- Born: Peter Leonard Faiman 1944 (age 81–82) Melbourne, Victoria, Australia
- Occupations: Television executive; TV producer; film producer and director;
- Years active: 1971–present

= Peter Faiman =

Australian film director

Peter Leonard Faiman AM (born 1944) is an Australian television producer with experience in film, live television and events. He has had a long-standing working relationship with the Nine Network.

==Biography==
Faiman was born in Melbourne. He directed/produced the Paul Hogan Show and the Graham Kennedy and Don Lane shows for about six years of its eight-and-a-half-year run. He also produced a show hosted by Bert Newton and one by Ernie Sigley. In 1981, he was awarded the Member of the Order of Australia in the 1981 Queen's New Years Honours List for his services to the media, particularly in the field of television production.

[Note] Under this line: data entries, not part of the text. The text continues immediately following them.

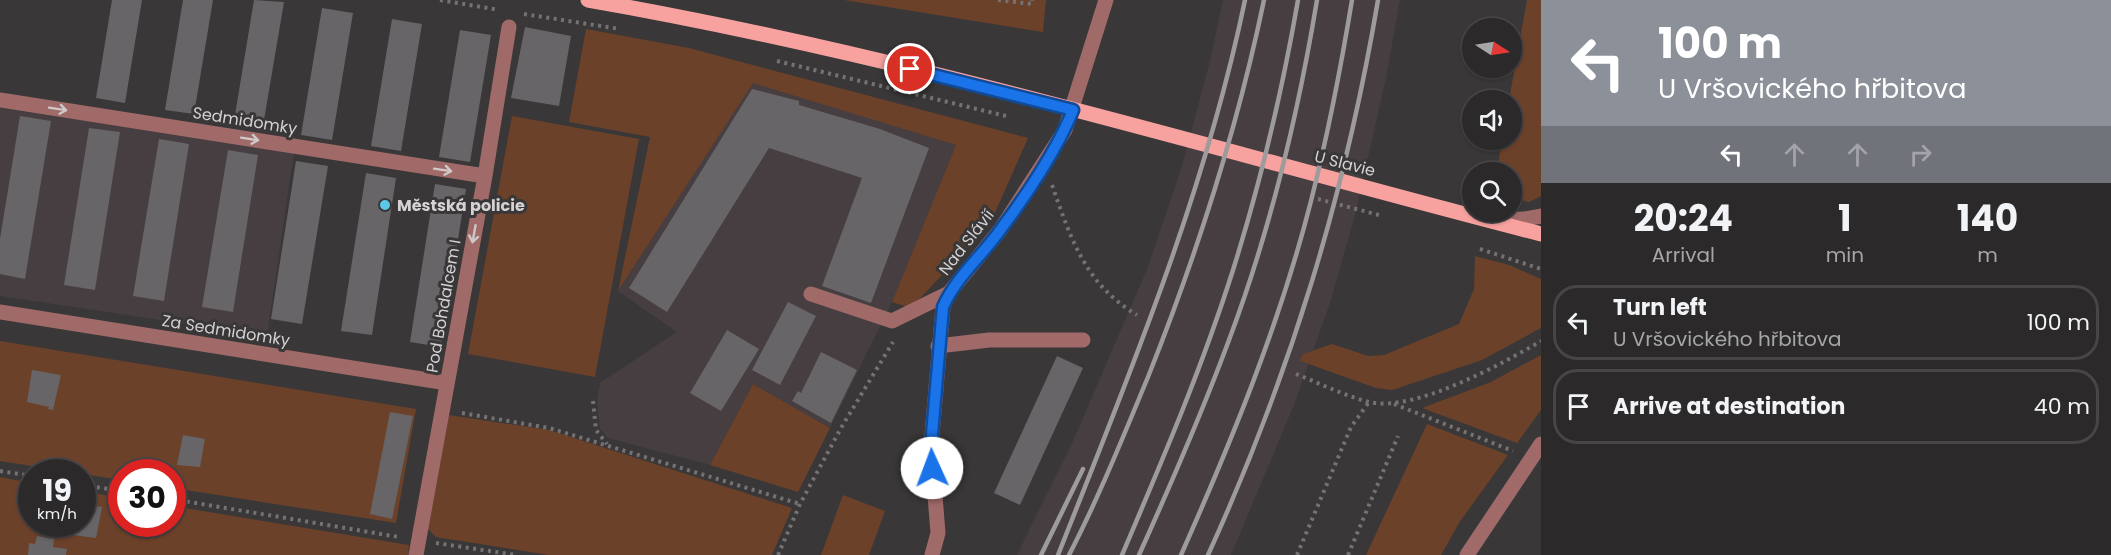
<!DOCTYPE html>
<meta charset="utf-8">
<style>
:root{--surface:#2b292a;--page:#373536;--text:#f1f3f6;--muted:#a6a6a8;--line:#474547}
body{margin:0;font-family:Poppins,sans-serif;background:var(--page);color:var(--text);height:100vh;display:flex;flex-direction:column;font-size:22px;white-space:nowrap}
*{box-sizing:border-box;margin:0}
p{font-size:20px;color:var(--muted)}
.icon{flex:none;width:33px;height:33px;fill:none;stroke:currentColor;stroke-width:2;stroke-linecap:round;stroke-linejoin:round}
.map{position:relative;flex:1;overflow:hidden}
.panel{display:flex;flex-direction:column;background:var(--surface);width:570px}
.panel>*{flex:none}
.banner{background:#8c9099;color:#fff;overflow:hidden}
.needle{width:39px;rotate:102deg}
.fabs{position:absolute;left:1462px;top:18px;display:grid;gap:12px}
.fabs a{display:grid;place-items:center;width:60px;height:60px;border-radius:50%;background:var(--surface);box-shadow:0 2px 4px #0004,0 0 0 2px var(--line);font-size:30px}
.speed{position:absolute;left:18px;top:459px;display:flex;gap:12px;font-size:30px;font-weight:700;text-align:center}
.speed>*{display:grid;place-content:center;width:78px;height:78px;border-radius:50%;background:var(--surface);box-shadow:0 2px 4px #0004,0 0 0 2px var(--line);line-height:1}
.speed small{font-size:15px;font-weight:400}
.speed .limit{border:9px solid #d22;background:#fff;color:#111}
.pin{position:absolute;display:grid;place-items:center;width:51px;height:51px;color:#fff;margin:-26px;border:3px solid #fff;border-radius:50%;box-shadow:0 2px 6px #0007}
.me{position:absolute;width:66px;margin:-33px;rotate:358deg;stroke-linejoin:round;filter:drop-shadow(0 0 4px #0008)}
.turn{display:flex;align-items:center;gap:21px;height:126px;padding:0 18px;font-size:27px}
.turn .icon{width:78px;height:78px;stroke-width:2.5}
.turn b{display:block;font-size:42px;line-height:51px}
.lanes{display:flex;align-items:center;height:57px;padding:0 18px;background:#0003;justify-content:center;gap:30px;direction:ltr}
.lanes .off{opacity:.35}
.eta{display:flex;justify-content:space-evenly;align-items:center;height:102px;text-align:center}
.eta b{font-size:36px;font-weight:700;line-height:42px}
ul{padding:0;list-style:none}
li{display:flex;align-items:center;gap:18px;height:75px;margin:0 12px 9px;padding:0 6px;border:3px solid var(--line);border-radius:24px}
li div{flex:1}
li b{display:block;font-size:22px}
li em{font-style:normal}
main{display:flex;flex:1;min-height:0}
.map>svg:first-child{display:block}
</style>
<main>
<div class="map">
<svg width="1541" height="555" viewBox="0 0 1541 555">
<rect width="100%" height="100%" fill="#393738"/>
<path fill="#473e41" d="M1223,0H1400L1386,78L1355,215L1330,303L1294,405L1231,555H1017L1073,441L1148,267L1182,166L1210,61Z
M753,82L956,145L892,302L830,428L753,384L710,465L608,438L600,429L597,401L600,383L677,332L618,291Z
M0,108L294,152L267,336L0,296Z"/>
<path fill="#6c412a" d="M844,0H1046L1043,32Z
M1527,0H1541V196L1529,202L1512,198V172H1497L1502,140H1512V100H1509Z
M586,29L689,48L1028,138L990,224L911,308L892,302L956,145L753,83L618,291L650,137L569,122Z
M512,116L639,139L595,377L468,354Z
M1475,256L1509,265L1541,279V328L1482,360L1392,390L1376,388L1300,361L1303,354L1332,344L1368,356L1384,355L1459,324L1474,289Z
M0,341L416,409L396,523L173,488L172,472H122L121,480L0,461Z
M1541,355V410L1517,443L1422,408L1491,382Z
M753,384L830,428L798,492L710,465Z
M449,415L549,430L792,508L772,555H549L436,537L428,529Z
M1427,424L1508,455L1459,523L1441,555H1366Z
M0,477L31,483L32,524H82L83,491L121,498L122,524H172L173,506L409,545L408,555H0Z
M843,495L885,511L869,555H821Z"/>
<path fill="#676567" d="M112,0H142L125,103L96,98Z
M183,0H213L194,114L165,110Z
M254,0L284,2L263,126L234,121Z
M322,8L353,13L332,140L301,135Z
M392,19L422,24L401,151L371,146Z
M525,27L571,36L559,106L511,98Z
M460,30L491,35L470,162L439,157Z
M752,89L799,101V105L880,129L929,148L871,303L822,286L862,178L769,148L667,312L629,288Z
M20,116L51,121L25,279L0,274V239Z
M89,128L120,132L95,290L64,285Z
M159,139L189,144L164,301L133,296Z
M228,150L258,155L233,312L202,307Z
M296,161L328,166L302,324L271,319Z
M366,173L396,178L372,335L341,331Z
M435,184L466,189L441,347L410,342Z
M788,302L816,316L780,385L752,370Z
M727,330L759,349L721,411L690,393Z
M821,352L857,370L831,423L792,401L798,391L801,393Z
M1057,356L1083,368L1020,505L994,493Z
M32,370L61,375L53,410L48,409L49,407L27,402Z
M390,412L413,416L392,519L370,514Z
M183,435L205,439L200,467L177,465Z
M82,504L102,507L96,538L73,535L74,528L66,527L67,524H82Z
M37,536L54,539L53,547L67,549L66,555H28L29,543L35,544Z"/>
<g fill="none" stroke-linecap="round" stroke-linejoin="round">
<path stroke="#747273" stroke-width="4" stroke-dasharray="3 4.5" stroke-linecap="butt" d="M440,0L499,10
M998,0L1032,4V0
M524,14L620,29
M777,61L1006,116
M1052,185C1071,239 1085,284 1137,315
M1318,199L1379,215
M1480,249L1541,269
M1296,374C1319,383 1345,396 1369,402C1413,413 1502,364 1541,341
M593,401L596,430L607,444
M1394,404L1513,451
M462,413L549,428L800,504
M0,471L32,476
M82,485L122,491
M172,499L399,537
M436,543L516,555
M778,555L800,504L841,428L893,342
M1297,555L1351,427L1369,402
M1348,555L1398,436"/>
<path stroke="#9f6a68" stroke-width="15" d="M0,100L485,176
M1496,220L1525,219L1541,216
M811,294L892,321L949,293
M0,312L447,383
M938,346L989,340H1083
M416,555L485,176L509,27
M932,555L938,533L931,446L943,307L949,293L1001,229L1065,130L1106,0
M1467,555L1541,444"/>
<path stroke="#f7a29f" stroke-width="15" d="M588,0C911,56 1225,153 1541,234"/>
<path stroke="#9d9b9b" stroke-width="4.5" d="M1041,555L1083,469
M1058,555C1130,373 1205,193 1245,0
M1069,555C1099,497 1123,437 1148,377C1197,254 1237,130 1264,0
M1122,555C1162,461 1202,368 1233,270C1261,181 1282,92 1298,0
M1139,555C1171,484 1202,413 1229,340C1270,231 1298,115 1317,0
M1181,555C1232,440 1280,323 1311,201C1328,134 1341,67 1352,0
M1208,555C1290,375 1345,195 1378,0"/>
</g>
<defs><path id="oneway-shaft" d="M-6 0H5M1.5-3L5.5 0L1.5 3" fill="none" stroke-width="1.6" stroke-linecap="round" stroke-linejoin="round" transform="scale(1.5)"/></defs>
<g stroke="#cfc8c7">
<use href="#oneway-shaft" transform="translate(58 109) rotate(9)"/>
<use href="#oneway-shaft" transform="translate(250 139) rotate(9)"/>
<use href="#oneway-shaft" transform="translate(443 170) rotate(9)"/>
<use href="#oneway-shaft" transform="translate(474 234) rotate(100)"/>
</g>
<g fill="none" stroke-linecap="round" stroke-linejoin="round">
<defs>
<path id="route" d="M910,69L1073,110C1058,148 1026,196 1001,229C983,255 956,277 943,307L931,446L932,468"/>
</defs>
<use href="#route" stroke="#114b97" stroke-width="15"/>
<use href="#route" stroke="#1a73e8" stroke-width="10"/>
</g>
<circle fill="#5bc8e7" stroke="#393738" stroke-width="2" cx="385" cy="205" r="6"/>
<g text-anchor="middle" stroke-width="6" stroke-linejoin="round" paint-order="stroke">
<g font-size="16" fill="#d4d2d2" stroke="#393738">
<text transform="translate(245 120) rotate(9)" y="6">Sedmidomky</text>
<text transform="translate(1345 163) rotate(14)" y="6">U Slavie</text>
<text transform="translate(966 242) rotate(-52)" y="6">Nad Slávií</text>
<text transform="translate(443 306) rotate(-80)" y="6">Pod Bohdalcem I</text>
<text transform="translate(226 330) rotate(9)" y="6">Za Sedmidomky</text>
</g>
<g font-size="16" font-weight="bold" fill="#d4d2d2" stroke="#393738" text-anchor="start">
<text x="397" y="211">Městská policie</text>
</g>
</g>
</svg>
<div class="fabs">
<a><svg class="needle" viewBox="-14 -14 28 28"><path d="M0-13l5 13h-10z" fill="#e53935"/><path d="M0 13l5-13h-10z" fill="#a6a6a8"/></svg></a>
<a><svg class="icon" aria-label="sound" viewBox="0 0 24 24"><path d="M4 9h4l5-4v14l-5-4H4zM17 9q2 3 0 6"/></svg></a>
<a><svg class="icon" aria-label="search" viewBox="0 0 24 24"><circle cx="10" cy="10" r="6"/><path d="M15 15l6 6"/></svg></a>
</div>
<div class="speed"><div>19<small>km/h</small></div><div class="limit">30</div></div>
<div class="pin" style="left:910px;top:69px;background:#d93025"><svg class="icon" aria-label="arrive" viewBox="0 0 24 24"><path d="M6 21V4h12l-3 4 3 4H6"/></svg></div>
<svg class="me" style="left:932px;top:468px" viewBox="-20 -20 40 40"><circle r="19" fill="#fff"/><path d="M0-13L10 11 0 6-10 11z" fill="#1a73e8"/></svg>
</div>
<section class="panel">
<div class="banner">
<div class="turn"><svg class="icon" aria-label="left" viewBox="0 0 24 24"><path d="M17 20v-9H6M10 6l-5 5 5 5"/></svg><div><b>100 m</b>U Vršovického hřbitova</div></div>
<div class="lanes"><svg class="icon" aria-label="left" viewBox="0 0 24 24"><path d="M17 20v-9H6M10 6l-5 5 5 5"/></svg><svg class="icon off" aria-label="ahead" viewBox="0 0 24 24"><path d="M12 20V5M6 11l6-6 6 6"/></svg><svg class="icon off" aria-label="ahead" viewBox="0 0 24 24"><path d="M12 20V5M6 11l6-6 6 6"/></svg><svg class="icon off" aria-label="right" viewBox="0 0 24 24"><path d="M7 20v-9h11M14 6l5 5-5 5"/></svg></div>
</div>
<div class="eta">
<div><b>20:24</b><p>Arrival</p></div>
<div><b>1</b><p>min</p></div>
<div><b>140</b><p>m</p></div>
</div>
<ul>
<li><svg class="icon" aria-label="left" viewBox="0 0 24 24"><path d="M17 20v-9H6M10 6l-5 5 5 5"/></svg><div><b>Turn left</b><p>U Vršovického hřbitova</p></div><em>100 m</em></li>
<li><svg class="icon" aria-label="arrive" viewBox="0 0 24 24"><path d="M6 21V4h12l-3 4 3 4H6"/></svg><div><b>Arrive at destination</b></div><em>40 m</em></li>
</ul>
</section>
</main>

Faiman was involved in several Rupert Murdoch projects, including in the UK as creative and management consultant at BSkyB, and in the US at the Fox Network, where he produced the Emmy Award-winning news magazine program The Reporters and A Current Affair in New York City. He went on to become Vice President of Fox Circle Productions and later President of Programs and Production at 20th Century Fox Television in Los Angeles. He guided the launch of the FX Network in New York in 1994, and was the coordinating director for the opening and closing broadcasts of the Sydney 2000 Olympic Games on behalf of the Sydney Olympic Broadcasting Organisation (SOBO).

Faiman directed the 1986 blockbuster film Crocodile Dundee, and the 1991 American comedy Dutch, which was a box office disappointment. He also produced the 1992 animated feature FernGully: The Last Rainforest.

Since returning to Australia in 2002, he has been a program consultant for the Australian Broadcasting Corporation, acting as a consulting producer on Strictly Ballroom, Spicks and Specks and The Pet Show. Faiman also helped conceptualise the Webby Award-winning multi-platform project SkillsOne.